Apuntaba un pensador español que “en un contexto familiar dubitativo sólo puede crecer la inseguridad personal, la lamentable experiencia del abandono. El hijo no puede confiarse en sus padres si a la vez no se fía de ellos. Los hijos son más felices, cuantos más seguros se sienten de ellos mismos, lo que exige formarlos en la confianza de su propio valer: ser respetados y confirmados en la verdad de su ser por aquellos que son su origen. Los hijos son felices si no se clausuran en el hermetismo que produce la desconfianza”.

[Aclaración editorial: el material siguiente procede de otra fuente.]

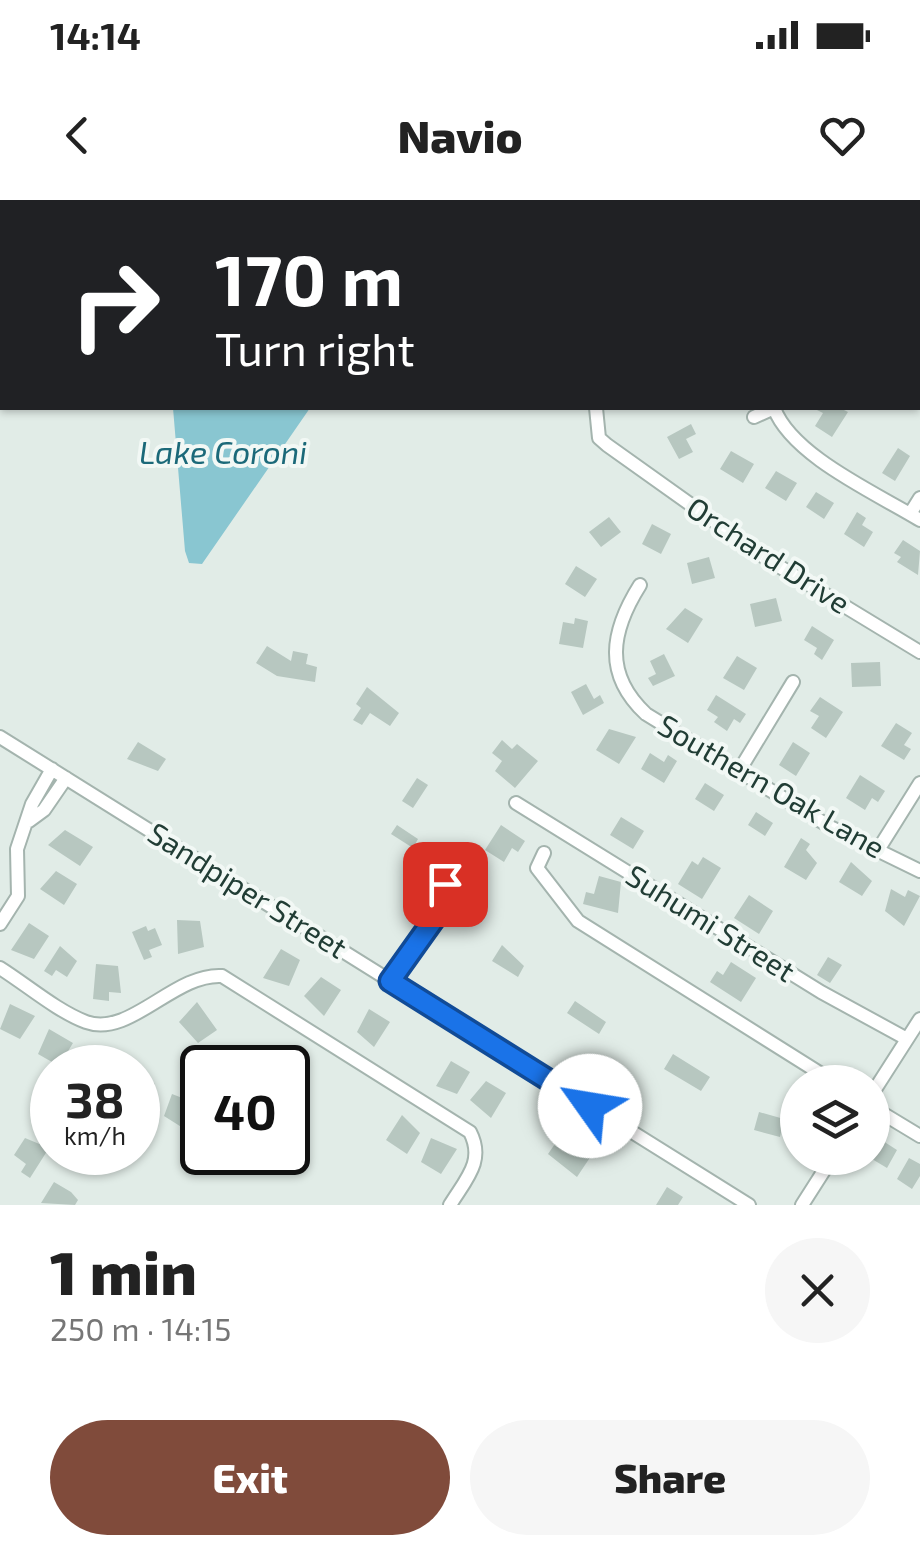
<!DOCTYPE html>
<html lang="en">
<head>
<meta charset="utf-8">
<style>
  :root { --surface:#fff; --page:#f6f6f6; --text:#222; --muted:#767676; --accent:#804b3b }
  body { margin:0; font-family:"Exo 2",sans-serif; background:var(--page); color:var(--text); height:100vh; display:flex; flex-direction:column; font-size:38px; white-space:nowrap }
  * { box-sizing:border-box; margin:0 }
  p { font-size:32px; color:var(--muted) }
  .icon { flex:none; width:55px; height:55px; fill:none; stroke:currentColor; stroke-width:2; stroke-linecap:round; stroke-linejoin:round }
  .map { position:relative; height:1005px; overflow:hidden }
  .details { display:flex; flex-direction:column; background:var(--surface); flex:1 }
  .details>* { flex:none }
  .banner { position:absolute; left:0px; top:0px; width:920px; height:210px; box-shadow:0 2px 8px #0004; background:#202124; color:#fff; overflow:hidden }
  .buttons { position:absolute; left:780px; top:865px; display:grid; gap:20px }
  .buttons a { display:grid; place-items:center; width:110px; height:110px; border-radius:50%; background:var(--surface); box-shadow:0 2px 8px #0004; font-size:50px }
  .speed { position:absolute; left:30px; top:845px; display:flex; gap:20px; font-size:50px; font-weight:700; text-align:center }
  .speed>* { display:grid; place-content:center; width:130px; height:130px; border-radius:50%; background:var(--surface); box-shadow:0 2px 8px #0004; line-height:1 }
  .speed small { font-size:25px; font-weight:400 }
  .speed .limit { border:5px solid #111; border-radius:15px; background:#fff; color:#111 }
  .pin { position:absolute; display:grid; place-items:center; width:85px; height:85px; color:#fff; margin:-42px; border-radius:20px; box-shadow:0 5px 15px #0006 }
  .me { position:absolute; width:110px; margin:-55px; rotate:302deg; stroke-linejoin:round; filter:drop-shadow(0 0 8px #0008) }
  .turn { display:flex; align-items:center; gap:35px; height:210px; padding:0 50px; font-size:45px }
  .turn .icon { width:130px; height:130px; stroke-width:2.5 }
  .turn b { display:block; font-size:70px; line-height:85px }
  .round { display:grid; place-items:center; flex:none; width:105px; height:105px; border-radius:52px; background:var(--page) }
  .summary { display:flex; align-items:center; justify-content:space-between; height:170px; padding:0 50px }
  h1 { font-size:60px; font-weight:800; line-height:75px }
  .cta { display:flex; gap:20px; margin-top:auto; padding:20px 50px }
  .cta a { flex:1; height:115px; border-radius:60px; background:var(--accent); color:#fff; font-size:40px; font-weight:800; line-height:115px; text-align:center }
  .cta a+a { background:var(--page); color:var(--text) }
  .status { display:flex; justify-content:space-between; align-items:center; height:70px; padding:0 50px; background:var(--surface); direction:ltr }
  .status svg { height:28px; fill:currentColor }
  header { display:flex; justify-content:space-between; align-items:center; height:130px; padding:0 50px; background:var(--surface); font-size:45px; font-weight:800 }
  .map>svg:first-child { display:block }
</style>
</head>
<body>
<div class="status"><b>14:14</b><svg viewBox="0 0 49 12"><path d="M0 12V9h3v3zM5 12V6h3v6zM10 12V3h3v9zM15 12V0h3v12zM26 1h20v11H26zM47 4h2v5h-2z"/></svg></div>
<header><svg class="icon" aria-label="back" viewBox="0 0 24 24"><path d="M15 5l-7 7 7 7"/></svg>Navio<svg class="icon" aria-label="heart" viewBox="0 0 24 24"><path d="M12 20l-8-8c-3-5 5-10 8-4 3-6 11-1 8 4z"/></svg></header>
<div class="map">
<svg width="920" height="1005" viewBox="0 0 920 1005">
  <rect width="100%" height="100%" fill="#e1ece7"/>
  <path fill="#89c6d1" d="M160,0H582L585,2H161Z
    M173,208H310L202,364L189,363L185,351Z"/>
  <path fill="#b7c7c0" d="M813,208H840L848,212L832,237L815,226L823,213Z
    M691,224L696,234L686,239L693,252L679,259L667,237Z
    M898,248L910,256L895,281L882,273Z
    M731,251L754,264L743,283L720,269Z
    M776,271L797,283L786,301L765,288Z
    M816,292L834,303L824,319L806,307Z
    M857,312L866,318L862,325L873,332L864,347L844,334Z
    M609,317L621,332L601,347L589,332Z
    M652,324L671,334L661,354L642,344Z
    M903,340L920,351L918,375L897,362L901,357L894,353Z
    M709,357L715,378L692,384L687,363Z
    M576,366L597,379L585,397L565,384Z
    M776,398L782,421L755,427L750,404Z
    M685,408L703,419L688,443L666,429Z
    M575,418L588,421L583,448L559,444L563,422L574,424Z
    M812,426L834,440L822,460L814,454L817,448L804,440Z
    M267,446L291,461L293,451L308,454L306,464L317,467L315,482L277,476L256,463Z
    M664,454L675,476L653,486L648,478L656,474L650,461Z
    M737,456L757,468L744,490L723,478Z
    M880,462L881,486L852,487L851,463Z
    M586,484L594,499L600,495L604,503L583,515L571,492Z
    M367,487L399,513L390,526L370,513L362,525L353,520L361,508L356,504Z
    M716,495L746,514L740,523L734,519L727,531L714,522L718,517L707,510Z
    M820,497L843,512L826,538L811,528L819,516L810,511Z
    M896,523L912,533L904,545L911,549L904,560L881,546Z
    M609,529L636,537L619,564L596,550Z
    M502,540L512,549L517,544L538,561L515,588L495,571L502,561L492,553Z
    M138,542L166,559L158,571L127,559Z
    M793,542L810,553L796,576L779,565Z
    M650,553L664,562L668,555L677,561L664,583L641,569Z
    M860,575L885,591L878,602L872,598L865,610L846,598Z
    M417,578L428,585L413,608L402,601Z
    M705,583L724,595L714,611L695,599Z
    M756,612L773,623L765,636L748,625Z
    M621,617L644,631L633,649L610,635Z
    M397,625L418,639L413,648L391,634Z
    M501,625L525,641L518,652L512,648L504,662L485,650Z
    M65,630L93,647L80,666L48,645Z
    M801,638L810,644L806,650L817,663L806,680L784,667Z
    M703,657L721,668L702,699L678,684L692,661L698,665Z
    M851,662L872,681L862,696L839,682Z
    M56,671L77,684L64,705L40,689Z
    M599,676L621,682L618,713L583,704L586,692L594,694Z
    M891,689L905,697L908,690L920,696L904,726L885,711Z
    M749,695L773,711L759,734L734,718Z
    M177,720L200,721L204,747L178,754Z
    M29,723L49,736L34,759L11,750Z
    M146,726L148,731L155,728L162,745L149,750L152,757L144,760L132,732Z
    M502,745L524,766L518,777L492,761Z
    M60,746L77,761L67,777L56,770L52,776L44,771Z
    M281,749L300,760L289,786L263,778Z
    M828,757L842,765L830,783L817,775Z
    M731,762L756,778L741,802L710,782L717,771L723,775Z
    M96,764L118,766L121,793L109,792V801L93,799Z
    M321,777L341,790L324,816L304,796Z
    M575,801L606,822L599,834L567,813Z
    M197,802L217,830L198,843L179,822Z
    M10,804L35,816L20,839L0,829Z
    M369,809L390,822L374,847L357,832Z
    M49,829L73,843L59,866L38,854Z
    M673,854L710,877L701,891L664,869Z
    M451,861L470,872L457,894L436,886Z
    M145,874L155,884L141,908L138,876L142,879Z
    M486,881L506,893L491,918L470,900Z
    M172,894L198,904L183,928L164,916Z
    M759,912L784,919L780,937L754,930Z
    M402,915L420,933L407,954L386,940Z
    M25,938L49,948L30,978L21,972L26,964L14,955Z
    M431,938L457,949L441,974L421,962Z
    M559,938L591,956L577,977L548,954Z
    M883,941L897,950L887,968L872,959Z
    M909,958L920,964V976L912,989L897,979Z
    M54,982L71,992L78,1000L75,1005L41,1003Z
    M667,987L683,997L678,1005H656Z"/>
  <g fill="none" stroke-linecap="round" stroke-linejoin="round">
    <g stroke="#a4b4ae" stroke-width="16">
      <path id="minor" d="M631,0V2
        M918,61L920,60
        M596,208L599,238L607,245L767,359L920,452
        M774,208C792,256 876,293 920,320
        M754,217L774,208
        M910,314L920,298
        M640,385C611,431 603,474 646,514L832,628L920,671
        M0,537L749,1005
        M739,571L793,482
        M516,603L821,792L907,839
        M29,621L44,610L66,578
        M878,650L920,583
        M544,653L537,668L578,721L834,882
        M0,724L18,696L17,649L32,604L52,569
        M0,768C27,785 57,811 86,822C130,838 174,773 222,776L470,932C485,961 466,979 450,1005
        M390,781L437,715L445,684
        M872,894L920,819
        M872,907L920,936
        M802,1005L832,958"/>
    </g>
    <use href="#minor" stroke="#fff" stroke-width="12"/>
  </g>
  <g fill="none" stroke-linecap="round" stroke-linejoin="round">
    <g stroke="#114b97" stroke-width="25">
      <path id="route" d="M445,684L437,715L390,781L590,906"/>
    </g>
    <use href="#route" stroke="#1a73e8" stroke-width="18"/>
  </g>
  <g text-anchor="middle" stroke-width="8" stroke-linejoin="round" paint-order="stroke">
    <g font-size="30" fill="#213d35" stroke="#f2f8f5">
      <text transform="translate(768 356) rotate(33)" y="10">Orchard Drive</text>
      <text transform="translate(771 587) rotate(30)" y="10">Southern Oak Lane</text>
      <text transform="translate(247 691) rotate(32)" y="10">Sandpiper Street</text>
      <text transform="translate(710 724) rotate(32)" y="10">Suhumi Street</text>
    </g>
    <g font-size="32" font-style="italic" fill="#1b6979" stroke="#f2f8f5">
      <text x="223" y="264">Lake Coroni</text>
    </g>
  </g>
</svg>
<div class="buttons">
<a><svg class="icon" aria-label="layers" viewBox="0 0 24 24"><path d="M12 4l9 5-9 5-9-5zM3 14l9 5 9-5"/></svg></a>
</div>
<div class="speed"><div>38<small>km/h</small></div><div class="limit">40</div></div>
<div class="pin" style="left:445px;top:684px;background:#d93025"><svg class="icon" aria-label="arrive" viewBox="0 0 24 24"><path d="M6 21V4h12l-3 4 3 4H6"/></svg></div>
<svg class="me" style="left:590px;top:906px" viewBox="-20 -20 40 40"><circle r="19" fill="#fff"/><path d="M0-13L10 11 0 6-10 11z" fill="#1a73e8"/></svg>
<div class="banner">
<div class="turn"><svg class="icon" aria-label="right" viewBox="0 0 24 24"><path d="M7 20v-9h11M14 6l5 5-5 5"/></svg><div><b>170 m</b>Turn right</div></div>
</div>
</div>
<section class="details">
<div class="summary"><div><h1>1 min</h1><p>250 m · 14:15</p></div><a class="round"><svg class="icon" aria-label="close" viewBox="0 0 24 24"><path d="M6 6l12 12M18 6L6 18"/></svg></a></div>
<div class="cta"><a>Exit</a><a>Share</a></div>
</section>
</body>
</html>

No siempre se vale…, hay que esforzarse
En otras palabras: la familia no es cosa de los padres exclusivamente. Como tampoco lo es sólo de los hijos. Muchos psicólogos y pedagogos han coincidido al afirmar que muchos padres no están dispuestos a poner los medios imprescindibles para llegar a ser buenos padres formarlos en la confianza de su propio -valer cosa nada sencilla-, y, sin embargo, pretenden educar a sus hijos, lo que significa hacer bien de padres. De ahí que tales estudiosos afirmen que “el problema más extendido en la educación actual es que a muchos padres les gustaría hacer bien de padres… sin esforzarse seriamente por ser buenos padres”. La educación de la prole, por consiguiente, no se reduce a la mera instrucción. ¿Basta la inculcación de conocimientos? No. Educar es también educar en afectos, por ejemplo, y en valores humanos y sobrenaturales. Al final, lo más importante en cualquier educación es el amor, y no tanto el conjunto de reglas pedagógicas que nos hayan querido imponer. Querer a la otra persona desde el fondo de uno mismo es fuente de equilibrio y facilita el crecimiento personal en el resto de virtudes.
Escuchar siempre
La Iglesia nos explica continuamente cómo hombre y mujer, unidos en matrimonio, conforman, por sí mismos, una familia. Día a día, deben aprender a comunicarse entre sí. Las virtudes de la asertividad, de la empatía y de la prudencia determinan qué es lo bueno y conveniente en cada momento, así como los medios para lograrlo facilitan y enriquecen su interacción. Escuchar siempre. Hay un sinfín de excusas, que uno puede poner durante el almuerzo o la sobremesa familiar, para no sentarse a conversar, pero al final todo es cuestión de prioridades. Contarle al hijo historias de sus abuelos puede dar pereza, lo mismo que referir al esposo, todas las noches, las incidencias que ha habido esa jornada en el trabajo. Pero dichos esfuerzos estrechan los lazos - unos días más, otros días menos- y ensanchan la intimidad y la confianza. El lenguaje se erige en verdadero lenguaje cuando hay diálogo, interacción, entrega y recepción personal.